* _YOUR GOAL_: Copy out the entries below precisely; nothing is to be omitted.

----------

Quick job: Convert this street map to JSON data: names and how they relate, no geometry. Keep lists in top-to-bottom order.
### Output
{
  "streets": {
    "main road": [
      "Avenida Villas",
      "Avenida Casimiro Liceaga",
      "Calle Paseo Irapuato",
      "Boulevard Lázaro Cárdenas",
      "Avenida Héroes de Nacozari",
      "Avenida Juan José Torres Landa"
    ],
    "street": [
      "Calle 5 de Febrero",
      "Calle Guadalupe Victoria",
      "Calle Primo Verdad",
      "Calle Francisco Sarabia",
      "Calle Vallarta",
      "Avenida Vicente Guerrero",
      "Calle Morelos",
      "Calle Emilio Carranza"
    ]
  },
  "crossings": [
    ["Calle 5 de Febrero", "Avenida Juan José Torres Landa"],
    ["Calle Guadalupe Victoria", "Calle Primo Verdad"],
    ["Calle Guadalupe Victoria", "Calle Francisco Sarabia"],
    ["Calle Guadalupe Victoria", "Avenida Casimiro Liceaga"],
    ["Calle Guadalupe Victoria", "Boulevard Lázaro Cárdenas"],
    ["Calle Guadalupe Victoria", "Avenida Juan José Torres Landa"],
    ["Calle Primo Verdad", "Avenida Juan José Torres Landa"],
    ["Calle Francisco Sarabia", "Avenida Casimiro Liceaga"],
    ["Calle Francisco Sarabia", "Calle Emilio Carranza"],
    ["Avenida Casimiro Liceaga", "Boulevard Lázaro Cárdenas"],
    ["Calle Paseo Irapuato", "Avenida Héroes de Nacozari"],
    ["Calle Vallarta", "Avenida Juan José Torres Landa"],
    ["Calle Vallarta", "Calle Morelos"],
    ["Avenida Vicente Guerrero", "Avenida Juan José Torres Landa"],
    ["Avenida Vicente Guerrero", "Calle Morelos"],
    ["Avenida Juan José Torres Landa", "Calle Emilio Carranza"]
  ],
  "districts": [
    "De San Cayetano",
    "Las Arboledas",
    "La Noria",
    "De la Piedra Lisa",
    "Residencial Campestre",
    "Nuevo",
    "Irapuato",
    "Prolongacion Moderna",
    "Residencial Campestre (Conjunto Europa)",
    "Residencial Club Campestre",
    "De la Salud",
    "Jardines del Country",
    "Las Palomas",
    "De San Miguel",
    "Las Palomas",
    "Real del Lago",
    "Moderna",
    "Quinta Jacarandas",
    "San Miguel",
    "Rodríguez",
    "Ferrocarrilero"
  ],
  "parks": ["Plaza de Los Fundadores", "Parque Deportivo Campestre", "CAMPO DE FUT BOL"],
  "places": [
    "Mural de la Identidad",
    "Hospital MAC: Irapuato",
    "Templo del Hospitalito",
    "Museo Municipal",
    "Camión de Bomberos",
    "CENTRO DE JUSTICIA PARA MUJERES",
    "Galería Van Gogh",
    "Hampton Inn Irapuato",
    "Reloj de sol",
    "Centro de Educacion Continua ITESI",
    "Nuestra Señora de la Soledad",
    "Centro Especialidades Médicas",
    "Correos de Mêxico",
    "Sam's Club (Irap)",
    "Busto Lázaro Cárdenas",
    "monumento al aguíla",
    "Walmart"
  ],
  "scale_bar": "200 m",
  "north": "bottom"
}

----------

* _EXERCISE RESULT_:
Quick job: Convert this street map to JSON data: names and how they relate, no geometry. Keep lists in top-to-bottom order.
### Output
{
  "streets": {
    "main road": [
      "Avenida Villas",
      "Avenida Casimiro Liceaga",
      "Calle Paseo Irapuato",
      "Boulevard Lázaro Cárdenas",
      "Avenida Héroes de Nacozari",
      "Avenida Juan José Torres Landa"
    ],
    "street": [
      "Calle 5 de Febrero",
      "Calle Guadalupe Victoria",
      "Calle Primo Verdad",
      "Calle Francisco Sarabia",
      "Calle Vallarta",
      "Avenida Vicente Guerrero",
      "Calle Morelos",
      "Calle Emilio Carranza"
    ]
  },
  "crossings": [
    ["Calle 5 de Febrero", "Avenida Juan José Torres Landa"],
    ["Calle Guadalupe Victoria", "Calle Primo Verdad"],
    ["Calle Guadalupe Victoria", "Calle Francisco Sarabia"],
    ["Calle Guadalupe Victoria", "Avenida Casimiro Liceaga"],
    ["Calle Guadalupe Victoria", "Boulevard Lázaro Cárdenas"],
    ["Calle Guadalupe Victoria", "Avenida Juan José Torres Landa"],
    ["Calle Primo Verdad", "Avenida Juan José Torres Landa"],
    ["Calle Francisco Sarabia", "Avenida Casimiro Liceaga"],
    ["Calle Francisco Sarabia", "Calle Emilio Carranza"],
    ["Avenida Casimiro Liceaga", "Boulevard Lázaro Cárdenas"],
    ["Calle Paseo Irapuato", "Avenida Héroes de Nacozari"],
    ["Calle Vallarta", "Avenida Juan José Torres Landa"],
    ["Calle Vallarta", "Calle Morelos"],
    ["Avenida Vicente Guerrero", "Avenida Juan José Torres Landa"],
    ["Avenida Vicente Guerrero", "Calle Morelos"],
    ["Avenida Juan José Torres Landa", "Calle Emilio Carranza"]
  ],
  "districts": [
    "De San Cayetano",
    "Las Arboledas",
    "La Noria",
    "De la Piedra Lisa",
    "Residencial Campestre",
    "Nuevo",
    "Irapuato",
    "Prolongacion Moderna",
    "Residencial Campestre (Conjunto Europa)",
    "Residencial Club Campestre",
    "De la Salud",
    "Jardines del Country",
    "Las Palomas",
    "De San Miguel",
    "Las Palomas",
    "Real del Lago",
    "Moderna",
    "Quinta Jacarandas",
    "San Miguel",
    "Rodríguez",
    "Ferrocarrilero"
  ],
  "parks": ["Plaza de Los Fundadores", "Parque Deportivo Campestre", "CAMPO DE FUT BOL"],
  "places": [
    "Mural de la Identidad",
    "Hospital MAC: Irapuato",
    "Templo del Hospitalito",
    "Museo Municipal",
    "Camión de Bomberos",
    "CENTRO DE JUSTICIA PARA MUJERES",
    "Galería Van Gogh",
    "Hampton Inn Irapuato",
    "Reloj de sol",
    "Centro de Educacion Continua ITESI",
    "Nuestra Señora de la Soledad",
    "Centro Especialidades Médicas",
    "Correos de Mêxico",
    "Sam's Club (Irap)",
    "Busto Lázaro Cárdenas",
    "monumento al aguíla",
    "Walmart"
  ],
  "scale_bar": "200 m",
  "north": "bottom"
}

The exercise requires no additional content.